I partitioned the data into 8 partitions just to see if that would help with parallelizing the tasks effectively.

```python
#ray.shutdown() #shutdown the previous ray cluster
table_uri = (path)
if not ray.is_initialized():
    ray.init(runtime_env={"pip": ["getdaft"]}, num_cpus=8)
resources = ray.cluster_resources()
print("Available resources:", resources)

print("Available CPUs (workers):", resources.get("CPU", "Not available"))

print_cpu_usage()

start = time.perf_counter()
df = daft.read_delta_lake(table_uri).repartition(num=8) #partitions

df_agg = (
    df.where((df["_c55"] == 2011) & (df["_c49"] == "NAVY") & (df["_c9"] < 250))
    .groupby(["_c3", "_c35"])
    .agg([(df["_c10"], "sum"), (df["_c37"], "sum")])
    .collect()
)

durations['daft + ray_partitioned']=round(time.perf_counter()-start)
```

**Spark:**

```python
from pyspark.sql.functions import col, sum as sum_
start = time.perf_counter()
result = (
    spark.table("commongov")
      .filter(col("_c55") == 2011)
      .filter(col("_c49") == "NAVY")
      .filter(col("_c9") < 250)
      .groupBy("_c3", "_c35")
      .agg(sum_("_c10").alias("sum_c10"), sum_("_c37").alias("sum_c37"))
).collect()
durations['spark']=round(time.perf_counter()-start)
```

**Result:**

```python
df = pd.DataFrame(list(durations.items()), columns=['engine', 'duration']).sort_values("duration")
plt.figure(figsize=(10, 6))
barplot = plt.bar(df['engine'], df['duration'], color=['#1f77b4', '#ff7f0e', '#2ca02c', '#d62728', '#9467bd'])
plt.title('Comparison of Engine Durations', fontsize=16)
plt.xlabel('Engine', fontsize=14)
plt.ylabel('Duration (s)', fontsize=14)

for bar in barplot:
    yval = bar.get_height()
    plt.text(bar.get_x() + bar.get_width()/2, yval, round(yval, 1), va='bottom', ha='center', fontsize=12)

plt.show()
```

![](https://cdn.hashnode.com/res/hashnode/image/upload/v1722735568339/bd42f707-f5fd-498d-8d50-a660b34bf88d.png align="center")

**Notes:**

* Using the Ray cluster helped compared to polars and default daft - *in this case*
    
* Like spark, I tried experimenting with various partitioning strategies to balance the load but that didn't seem to improve the performance
    
* I don't know if there are any Ray configs that can be tuned to improve parallelization.
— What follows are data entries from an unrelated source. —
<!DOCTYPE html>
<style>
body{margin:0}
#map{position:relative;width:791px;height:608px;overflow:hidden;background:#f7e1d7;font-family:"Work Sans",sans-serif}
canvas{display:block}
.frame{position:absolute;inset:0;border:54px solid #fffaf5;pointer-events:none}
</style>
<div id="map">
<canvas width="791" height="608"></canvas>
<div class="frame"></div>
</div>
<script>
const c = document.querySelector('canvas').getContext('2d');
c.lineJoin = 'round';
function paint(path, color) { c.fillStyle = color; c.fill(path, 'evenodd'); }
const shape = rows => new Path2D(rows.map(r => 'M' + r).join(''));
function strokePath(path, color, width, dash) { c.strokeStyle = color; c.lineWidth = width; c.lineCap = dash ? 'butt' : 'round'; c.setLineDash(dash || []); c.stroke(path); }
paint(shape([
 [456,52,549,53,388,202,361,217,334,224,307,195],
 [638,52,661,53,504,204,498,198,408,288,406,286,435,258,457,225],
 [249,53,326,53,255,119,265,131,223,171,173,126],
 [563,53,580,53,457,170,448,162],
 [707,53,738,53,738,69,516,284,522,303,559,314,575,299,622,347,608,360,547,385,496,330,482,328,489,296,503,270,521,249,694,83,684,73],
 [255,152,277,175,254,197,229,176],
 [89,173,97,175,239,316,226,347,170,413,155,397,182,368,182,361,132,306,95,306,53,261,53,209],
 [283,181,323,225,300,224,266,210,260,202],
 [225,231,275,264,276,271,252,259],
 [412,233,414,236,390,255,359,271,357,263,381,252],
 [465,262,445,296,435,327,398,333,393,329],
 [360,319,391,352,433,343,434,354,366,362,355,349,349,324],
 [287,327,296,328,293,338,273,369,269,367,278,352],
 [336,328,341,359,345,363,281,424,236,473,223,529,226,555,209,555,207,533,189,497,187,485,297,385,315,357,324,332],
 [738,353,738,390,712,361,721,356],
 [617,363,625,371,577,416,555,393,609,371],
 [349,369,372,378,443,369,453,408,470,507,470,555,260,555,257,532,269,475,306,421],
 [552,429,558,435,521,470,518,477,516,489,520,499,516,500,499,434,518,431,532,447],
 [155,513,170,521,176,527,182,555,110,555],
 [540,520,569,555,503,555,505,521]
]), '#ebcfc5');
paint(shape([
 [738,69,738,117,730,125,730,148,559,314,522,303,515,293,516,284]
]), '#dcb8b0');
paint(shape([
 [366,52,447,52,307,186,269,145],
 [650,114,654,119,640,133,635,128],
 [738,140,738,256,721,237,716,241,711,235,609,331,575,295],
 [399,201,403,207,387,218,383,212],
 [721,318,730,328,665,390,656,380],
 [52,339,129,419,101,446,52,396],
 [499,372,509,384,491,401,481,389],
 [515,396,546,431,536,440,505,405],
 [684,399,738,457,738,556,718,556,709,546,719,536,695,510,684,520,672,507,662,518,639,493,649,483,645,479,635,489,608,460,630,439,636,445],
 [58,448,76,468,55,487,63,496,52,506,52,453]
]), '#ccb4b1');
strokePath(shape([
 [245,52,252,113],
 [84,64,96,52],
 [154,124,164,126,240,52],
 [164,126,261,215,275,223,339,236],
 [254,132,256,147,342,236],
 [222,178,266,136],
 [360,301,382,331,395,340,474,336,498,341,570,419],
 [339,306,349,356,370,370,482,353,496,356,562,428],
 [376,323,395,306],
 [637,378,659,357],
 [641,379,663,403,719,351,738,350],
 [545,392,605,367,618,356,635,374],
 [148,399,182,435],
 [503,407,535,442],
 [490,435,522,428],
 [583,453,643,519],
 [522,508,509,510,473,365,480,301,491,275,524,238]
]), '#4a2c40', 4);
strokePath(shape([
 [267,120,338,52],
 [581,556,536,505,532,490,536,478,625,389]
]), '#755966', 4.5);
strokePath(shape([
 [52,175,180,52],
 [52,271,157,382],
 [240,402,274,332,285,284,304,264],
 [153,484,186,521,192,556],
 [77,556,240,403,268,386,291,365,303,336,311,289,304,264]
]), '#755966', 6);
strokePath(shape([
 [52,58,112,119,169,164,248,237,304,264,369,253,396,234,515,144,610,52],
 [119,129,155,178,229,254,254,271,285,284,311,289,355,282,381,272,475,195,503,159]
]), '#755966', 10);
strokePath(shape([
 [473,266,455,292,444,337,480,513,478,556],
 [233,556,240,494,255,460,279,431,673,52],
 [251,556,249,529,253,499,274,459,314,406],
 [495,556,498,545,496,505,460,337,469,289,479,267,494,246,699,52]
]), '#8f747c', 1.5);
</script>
I also don't know if these are generalizable.
    
* I don't know how to use Ray for prod workloads and if at all it can be used in Fabric, should be interesting.
    
* You can set up a Ray cluster [in databricks](https://docs.databricks.com/en/machine-learning/ray/index.html).
    
* How Amazon migrated from spark to daft + ray : [article](https://aws.amazon.com/blogs/opensource/amazons-exabyte-scale-migration-from-apache-spark-to-ray-on-amazon-ec2/)
    

If you spot anything odd or have suggestions, please let me know.